Music is such a amazingly easy link to times in my life. Some will evoke specific feelings. For years a particular RS James c.d. reminded me exactly of laying on my top bunk reading Trixie Beldens. A first song on a Audio Adrenaline cd still can make me feel like I'm sixteen, waking up at 5:00 to hop on my bike and head down to an orchard.
More often the feelings are less specific. Arab music brings about an emotion in me I can only rationalize belongs in the Middle East. Whereas a call to prayer would transport me directly back to a Turkish hostel and all that time bore. Doubtlessly hearing hindi pop will remind me of the colour and life of India that defies description. music Quebecois managed to lodge an appreciation in me through Katimavik. Several songs will draw back direct feelings of walking the house, the fun, the discovery of Quebec... But mostly when I type Les Cowboys Frigants or Mes Aieux into YouTube I quite simply get subtle indicators that I was somewhere that taught me to do so. Country music is the soundtrack to this smalltown, whether I've bought into it or not.

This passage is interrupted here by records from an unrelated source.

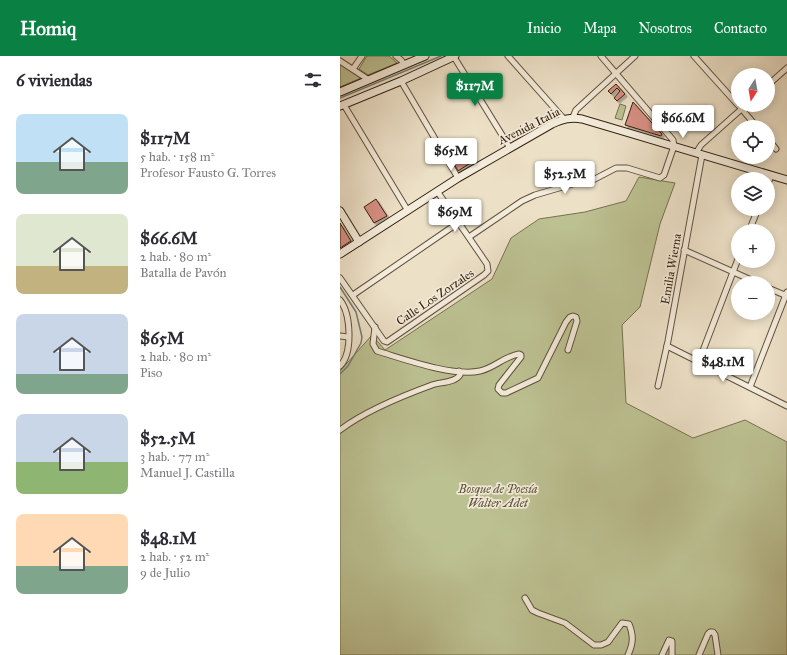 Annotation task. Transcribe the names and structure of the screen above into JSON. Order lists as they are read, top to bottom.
{
  "streets": {
    "main road": ["Avenida Italia"],
    "street": ["Emilia Wierna", "Calle Los Zorzales"]
  },
  "parks": ["Bosque de Poesía Walter Adet"],
  "north": "bottom",
  "page": {
    "header": "Homiq",
    "nav": [
      "Inicio",
      "Mapa",
      "Nosotros",
      "Contacto"
    ],
    "heading": "6 viviendas",
    "map_buttons": ["+", "−"],
    "price": [
      "$117M",
      "$66.6M",
      "$65M",
      "$52.5M",
      "$69M",
      "$48.1M"
    ],
    "list": [
      {
        "name": "$117M",
        "note": "5 hab. · 158 m² · Profesor Fausto G. Torres"
      },
      {
        "name": "$66.6M",
        "note": "2 hab. · 80 m² · Batalla de Pavón"
      },
      {
        "name": "$65M",
        "note": "2 hab. · 80 m² · Piso"
      },
      {
        "name": "$52.5M",
        "note": "3 hab. · 77 m² · Manuel J. Castilla"
      },
      {
        "name": "$48.1M",
        "note": "2 hab. · 52 m² · 9 de Julio"
      }
    ]
  }
} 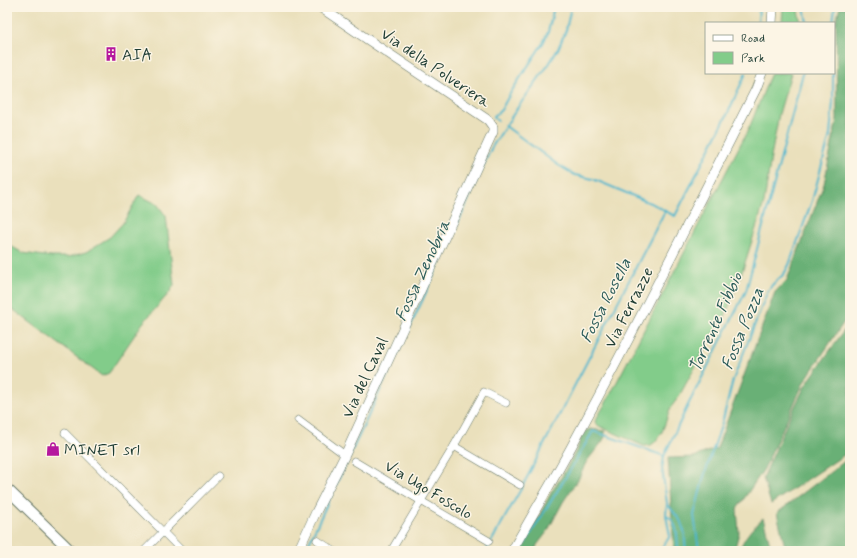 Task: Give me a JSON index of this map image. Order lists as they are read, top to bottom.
{
  "streets": {
    "street": [
      "Via della Polveriera",
      "Via Ferrazze",
      "Via del Caval",
      "Via Ugo Foscolo"
    ]
  },
  "crossings": [
    ["Via della Polveriera", "Via del Caval"]
  ],
  "water": [
    "Fossa Zenobria",
    "Fossa Rosella",
    "Torrente Fibbio",
    "Fossa Pozza"
  ],
  "places": {
    "building": ["AIA"],
    "shop": ["MINET srl"]
  },
  "legend": ["Road", "Park"]
}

So many feelings. Such a vast vast array having passed through my life. And so many millions I've never even discovered. How to fit as many as possible in? One life? How can it possibly be enough? Can anyone else know the exact feeling of climbing to the top of a maple tree on a clear morning and shivering in cold loneliness? The rush of losing control at the top of a stunt bike jump in the middle of a cow pasture? The warm glow of pulling off cold boots and moving towards the fireplace after a frustrating milking? And what about what I haven't experienced. Sex, piercings, skydiving, academia, intoxication, hunting, China... Even the ones I avoid. The ones I don't want...
I suppose there must be a cap on it somewhere. Maybe they're all just simple variations of ten base emotions. But I'm not even aware of the intensity of what I'm feeling until I'm reminded of it.
What will it be? The feelings of being a lost 23 year old blogger listening to flyleaf?